Seven California counties and four cities (San Francisco, Los Angeles, San Diego and Oakland) sued eight paint companies, including Sherwin-Williams and Atlantic Richfield in 2000, claiming the companies created a public nuisance when they made lead-based paint before it was outlawed in 1978.
The California Supreme Court accepted the case in July 2008. The suit has been put on hold while the two sides argue if the plaintiffs’ 17-percent contingent fee agreement with private counsel should be allowed to stand.
The companies argued attorneys representing a government agency should be motivated by justice, not money.
The companies, which also include DuPont and NL Industries, said that the neutrality issue had already been decided in California by a 1985 decision.
The case involved the City of Corona hiring a private attorney to bring public nuisance cases against alleged violators of a city ordinance. The attorney was paid more for successful than actions than unsuccessful ones.
Initially, the companies’ argument was successful, but an appellate court reversed the lower court decision and encouraged the Supreme Court to take a look at the issue.

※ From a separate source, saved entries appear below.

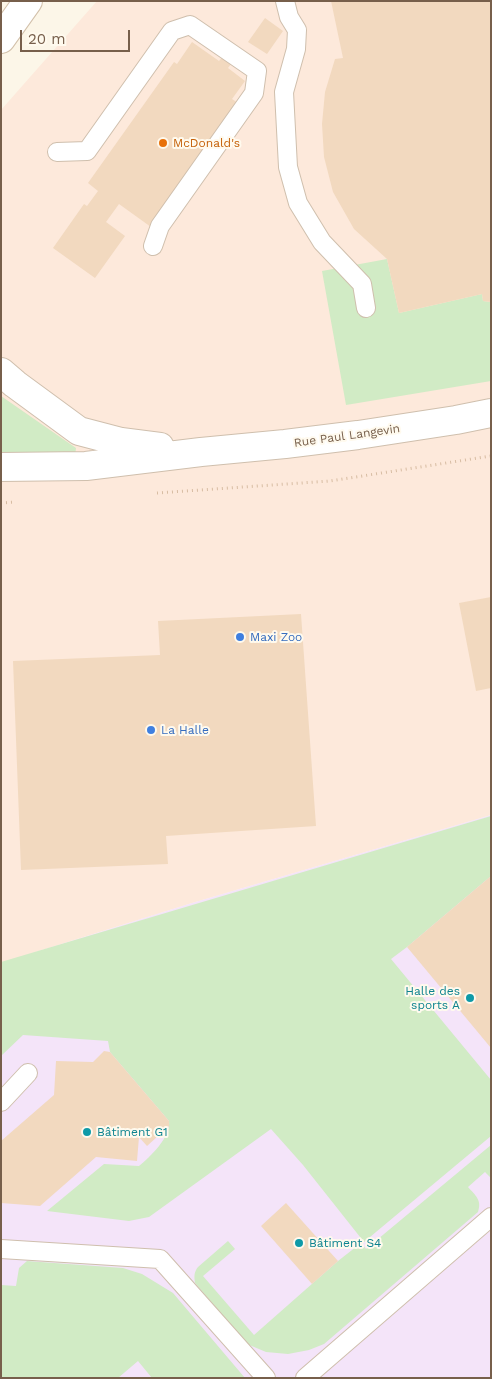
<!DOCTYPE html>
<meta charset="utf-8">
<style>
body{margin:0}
#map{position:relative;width:492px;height:1379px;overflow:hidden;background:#fcf6e8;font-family:"Work Sans",sans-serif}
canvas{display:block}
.frame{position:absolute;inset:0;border:2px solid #775f4b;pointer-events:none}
.scale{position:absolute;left:20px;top:30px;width:110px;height:22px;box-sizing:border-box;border:2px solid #775f4b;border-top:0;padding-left:6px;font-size:15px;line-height:18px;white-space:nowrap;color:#775f4b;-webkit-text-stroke:4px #fffaee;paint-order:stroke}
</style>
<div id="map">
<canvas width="492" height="1379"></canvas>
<div class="frame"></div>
<div class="scale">20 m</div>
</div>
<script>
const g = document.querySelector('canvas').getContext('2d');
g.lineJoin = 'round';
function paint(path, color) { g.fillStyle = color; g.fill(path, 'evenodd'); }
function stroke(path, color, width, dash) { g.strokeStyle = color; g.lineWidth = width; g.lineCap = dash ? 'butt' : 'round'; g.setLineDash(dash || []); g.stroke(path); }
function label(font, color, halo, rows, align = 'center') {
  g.font = font + ' "Work Sans",sans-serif'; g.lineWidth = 4; g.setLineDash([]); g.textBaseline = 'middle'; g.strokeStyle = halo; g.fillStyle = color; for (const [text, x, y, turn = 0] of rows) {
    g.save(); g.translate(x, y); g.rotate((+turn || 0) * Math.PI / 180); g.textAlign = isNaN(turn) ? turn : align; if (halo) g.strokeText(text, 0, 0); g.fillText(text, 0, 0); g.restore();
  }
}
paint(new Path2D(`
 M97 1H491V815L192 903 1 963V110Z`), '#fde9db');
paint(new Path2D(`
 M491 815V1378H1V963L192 903Z`), '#f4e4f9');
paint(new Path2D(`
 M387 259 399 313 482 294 483 301 491 302V381L346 405 322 271Z
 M1 396 76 448 75 457 1 458Z
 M491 816V876L407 947 391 959 491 1080V1136L364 1242 303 1165 271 1129 149 1217 129 1221 47 1211 104 1164 139 1166C150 1157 171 1137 169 1121L110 1052 108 1041 23 1035 1 1056V962Z
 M491 1145V1178L485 1172 468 1187C476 1196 482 1200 478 1212L324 1344 309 1350 288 1354 266 1352 247 1344 195 1283C194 1276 194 1272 198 1267L228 1241 235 1249 203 1276 254 1335 338 1261 361 1243 366 1249Z
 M27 1261 123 1268 142 1274 173 1293 245 1378H152L138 1361 118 1378H1V1285L16 1286 19 1268Z`), '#d1ebc5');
paint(new Path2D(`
 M331 1H491V302L483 301 482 294 399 313 387 259 354 229 333 192 324 157 322 124 325 92 335 59 343 58Z
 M265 18 283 31 267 54 248 42Z
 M192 42 219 61 225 54 234 60 228 68 245 81 232 99 238 103 151 227 119 204 106 222 125 236 95 278 53 248 84 204 87 206 98 191 88 183 174 62 177 64Z
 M491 597V688L476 691 459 603Z
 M301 614 316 826 166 836 168 864 21 870 13 661 160 655 158 621Z
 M491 876V1048L407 947Z
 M104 1051 110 1052 169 1121V1126L147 1146 139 1137 137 1161 96 1157 40 1206 1 1203V1141L54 1095 56 1061 93 1062Z
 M286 1203 338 1261 312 1284 261 1226Z`), '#f2d9bf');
const service = new Path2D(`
 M285 1 289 17 297 30 296 49 284 92 288 167 298 203 322 242 362 284 366 308
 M57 152 87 151 172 31 190 25 257 71 254 93 160 226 153 246
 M1 1102 28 1073
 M1 1249 160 1259 266 1378
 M305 1378 491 1217`);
const minor = new Path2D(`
 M1 372 15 384 79 431 121 442 160 447
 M1 467 86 466 201 452 285 444 358 435 456 420 491 413`);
const secondary = new Path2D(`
 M1 39 28 1`);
stroke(service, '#cfbfad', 20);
stroke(minor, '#cfbfad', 30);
stroke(secondary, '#d2c0aa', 30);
stroke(new Path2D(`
 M157 493 330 481 491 456
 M1 503 16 502`), '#d7bca2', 3, [1, 4]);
stroke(service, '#fff', 18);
stroke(minor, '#fff', 28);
stroke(secondary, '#fff', 28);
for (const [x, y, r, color] of [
 [163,143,5,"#e8710a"],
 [240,637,5,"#3f7fe0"],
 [151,730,5,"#3f7fe0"],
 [470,998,5,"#0f9aa8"],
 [87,1132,5,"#0f9aa8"],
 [299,1243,5,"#0f9aa8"]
]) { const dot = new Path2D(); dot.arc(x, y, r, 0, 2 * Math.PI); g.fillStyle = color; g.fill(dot); stroke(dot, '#fffaee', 2); }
label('12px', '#c56008', '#fffaee', [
 ["McDonald's",173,143]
], 'left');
label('12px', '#775f4b', '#fffaee', [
 ["Rue Paul Langevin",347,436,-8]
]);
label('12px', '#366cbe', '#fffaee', [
 ["Maxi Zoo",250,637],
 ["La Halle",161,730]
], 'left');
label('12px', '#0d838f', '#fffaee', [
 ["Halle des",460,991,"right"],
 ["sports A",460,1005,"right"],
 ["Bâtiment G1",97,1132],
 ["Bâtiment S4",309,1243]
], 'left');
</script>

Monday’s opinion draws a difference between the paint suit and the Corona suit. The Corona suit was more of a criminal prosecution, George wrote. Private attorneys in civil cases need not be held to the “more stringent disqualification rules applicable to criminal prosecutors.”

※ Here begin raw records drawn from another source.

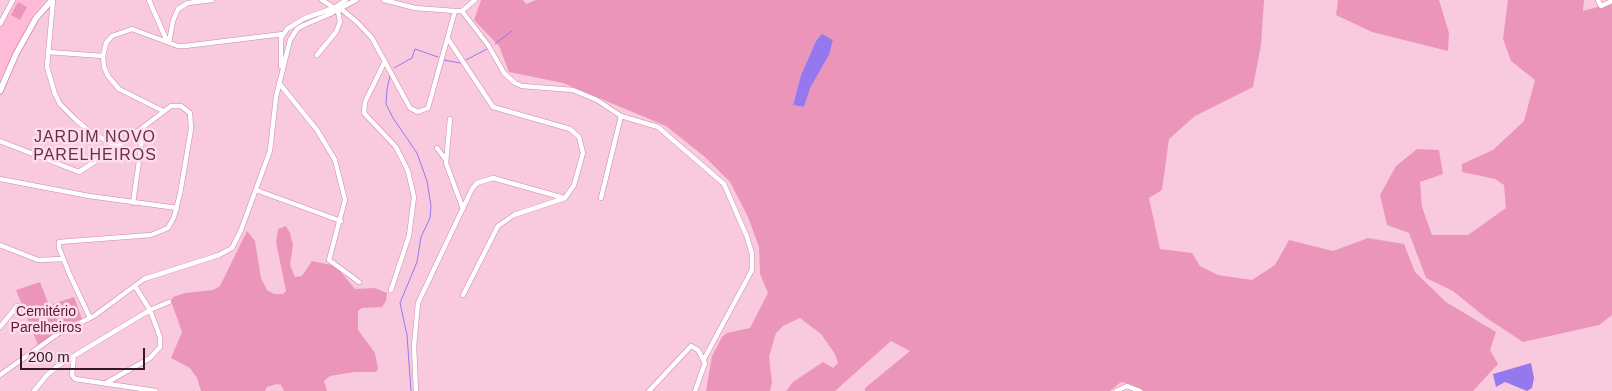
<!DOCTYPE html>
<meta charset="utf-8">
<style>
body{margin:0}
#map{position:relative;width:1612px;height:391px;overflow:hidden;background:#f9cadd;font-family:Arial,sans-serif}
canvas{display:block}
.scale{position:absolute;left:20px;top:348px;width:125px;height:22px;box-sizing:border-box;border:2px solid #341825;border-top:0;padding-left:6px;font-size:15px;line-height:18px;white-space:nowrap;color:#341825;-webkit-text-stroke:4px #fcdde9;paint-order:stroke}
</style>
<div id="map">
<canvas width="1612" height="391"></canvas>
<div class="scale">200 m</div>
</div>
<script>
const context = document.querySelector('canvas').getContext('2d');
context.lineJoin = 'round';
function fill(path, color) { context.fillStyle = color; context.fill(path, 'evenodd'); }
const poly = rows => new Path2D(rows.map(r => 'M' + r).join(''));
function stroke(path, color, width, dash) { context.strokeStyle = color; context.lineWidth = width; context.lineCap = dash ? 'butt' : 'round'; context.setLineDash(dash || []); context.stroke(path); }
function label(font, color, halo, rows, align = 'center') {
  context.font = font + ' Arial,sans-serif'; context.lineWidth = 5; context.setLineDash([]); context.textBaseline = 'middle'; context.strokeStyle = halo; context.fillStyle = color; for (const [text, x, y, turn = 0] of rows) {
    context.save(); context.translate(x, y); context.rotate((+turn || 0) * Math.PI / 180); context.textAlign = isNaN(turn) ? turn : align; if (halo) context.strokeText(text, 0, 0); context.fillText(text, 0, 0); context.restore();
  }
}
fill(poly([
 [14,0,45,0,34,13,0,80,0,28]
]), '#febad6');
fill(poly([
 [481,0,523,0,526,4,536,0,1264,0,1261,45,1253,87,1195,116,1169,139,1162,190,1149,198,1160,249,1192,253,1200,266,1218,275,1252,280,1275,265,1289,240,1333,251,1368,238,1404,244,1415,272,1446,302,1496,332,1490,350,1498,364,1473,391,1142,391,1130,384,1121,382,1110,391,865,391,865,388,910,351,891,341,835,391,786,391,793,382,823,362,833,368,838,363,835,354,821,334,800,318,783,326,776,333,769,357,772,382,770,391,706,391,712,356,722,337,727,333,750,328,768,293,760,274,759,247,748,217,730,182,705,157,666,126,563,83,509,72,499,46,474,20],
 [822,35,833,40,829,55,809,88,804,107,793,105,801,75,816,41],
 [1338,0,1439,0,1449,33,1448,51,1372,32,1336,15],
 [1508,0,1584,0,1583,11,1612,3,1612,315,1599,325,1523,342,1485,317,1453,291,1426,278,1409,233,1387,225,1380,195,1396,166,1417,149,1439,150,1443,174,1420,182,1422,207,1432,235,1468,235,1506,208,1504,185,1495,179,1462,172,1462,164,1493,150,1524,121,1535,80,1511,61,1503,39],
 [18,2,27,7,20,20,11,15],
 [286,226,290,233,293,245,290,265,295,277,302,276,312,261,336,266,355,289,375,288,387,293,386,301,382,307,362,308,358,311,358,330,375,353,378,369,376,372,354,372,330,376,324,381,327,391,284,391,281,385,277,384,267,387,265,391,201,391,197,378,190,368,171,358,182,332,171,301,173,297,185,293,213,290,220,286,247,231,255,241,261,278,267,290,274,294,283,294,286,291,276,242,278,229],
 [40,282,49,305,74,297,82,319,67,325,38,345,16,290]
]), '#ec95bb');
fill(poly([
 [822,34,833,40,829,55,810,88,804,107,793,105,801,75,816,41],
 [1531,363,1534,378,1532,388,1527,391,1505,382,1496,387,1493,374]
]), '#9578ed');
stroke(poly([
 [495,44,512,31],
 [444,60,460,63],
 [466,60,487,49],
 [394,68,412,58,415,49,438,57],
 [390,76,387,89,386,104,393,118,417,153,427,181,431,206,430,218,421,237,417,262,400,303,407,335,411,391]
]), '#9578ed', 1);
const minor = poly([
 [53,0,47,67,55,94,60,104,76,120,88,130,117,147],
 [149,0,167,41],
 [322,0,334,8],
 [384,0,415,8,455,11,462,11,475,0],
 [1598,0,1601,6,1612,1],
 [341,9,357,22,372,38,410,108,418,112,428,108,455,11],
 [462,11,488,45,504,73,515,83,522,86,573,90,597,100,621,116,658,127,724,184,747,237,752,254,752,270,704,359],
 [0,24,13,0],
 [448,39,493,107,570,129,579,137,583,153,574,185,565,198,514,215,498,226,463,295],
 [169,42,173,21,178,9,188,3,212,0],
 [48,52,103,56],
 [317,55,336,32,340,22,338,11],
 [385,61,365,102,364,113,396,147,408,171,414,197,409,236,391,290],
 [281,66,281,38,287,29,305,18,334,8,346,0],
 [279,83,317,130,335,160,345,200,329,260,359,282],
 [163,111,119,89,108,76,104,67,103,56,106,43,112,36,132,29,178,46,185,46,283,34],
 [450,119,446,163,463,209],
 [0,141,79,172,117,147,171,106,181,106,190,113,191,129,180,194,174,217,168,228,151,235,59,242,59,248,69,273,90,318],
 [437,148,446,160],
 [0,179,89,196,177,208],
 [256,190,341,221],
 [601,198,621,116],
 [133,203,144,126],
 [0,245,38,260,63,259],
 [0,327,17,306],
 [74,356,72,375,75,379,156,391],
 [0,375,59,333,94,316,144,279,219,255,232,248,241,230,270,151,276,97,290,40,297,29,304,25,330,14,356,0],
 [106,383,150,358,160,347,160,337,150,310,135,286],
 [34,391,47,375,59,365,150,310,169,302],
 [416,391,414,346,418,303,472,189,477,183,493,178,564,198],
 [649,391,691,346,698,350,705,363,695,391],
 [1116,391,1127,386,1140,391]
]);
const major = poly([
 [0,91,16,54,36,18,52,0]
]);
stroke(minor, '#cf87a6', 5.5);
stroke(major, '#cf87a6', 7);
stroke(minor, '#fff', 4.5);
stroke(major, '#fff', 5.5);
label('14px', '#63143f', '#fcdde9', [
 ["Cemitério",46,312],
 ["Parelheiros",46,328]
]);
context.letterSpacing = '1px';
label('16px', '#6c2d4b', '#fcdde9', [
 ["JARDIM NOVO",95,138],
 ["PARELHEIROS",95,156]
]);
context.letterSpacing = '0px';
</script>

“It is true that the public attorneys ‘decisionmaking conceivably could be influenced by their professional reliance upon the private attorneys’ expertise and a concomitant sense of obligation to those attorneys to ensure that they receive payment for their many hours of work on the case,” he added.
“This circumstance may fairly be viewed as being somewhat akin to having a personal interest in the case. Nevertheless, this is not the type of personal conflict of interest that requires disqualification of the public attorneys.”
The agreements must be revised to clarify the public entities have decision-making authority before the case can continue.
The challenge of the contingency fee contract between Pennsylvania Gov. Ed Rendell and Houston plaintiffs firm Bailey Perrin Bailey is before that state’s Supreme Court. Janssen Pharmaceutica is the company challenging the agreement.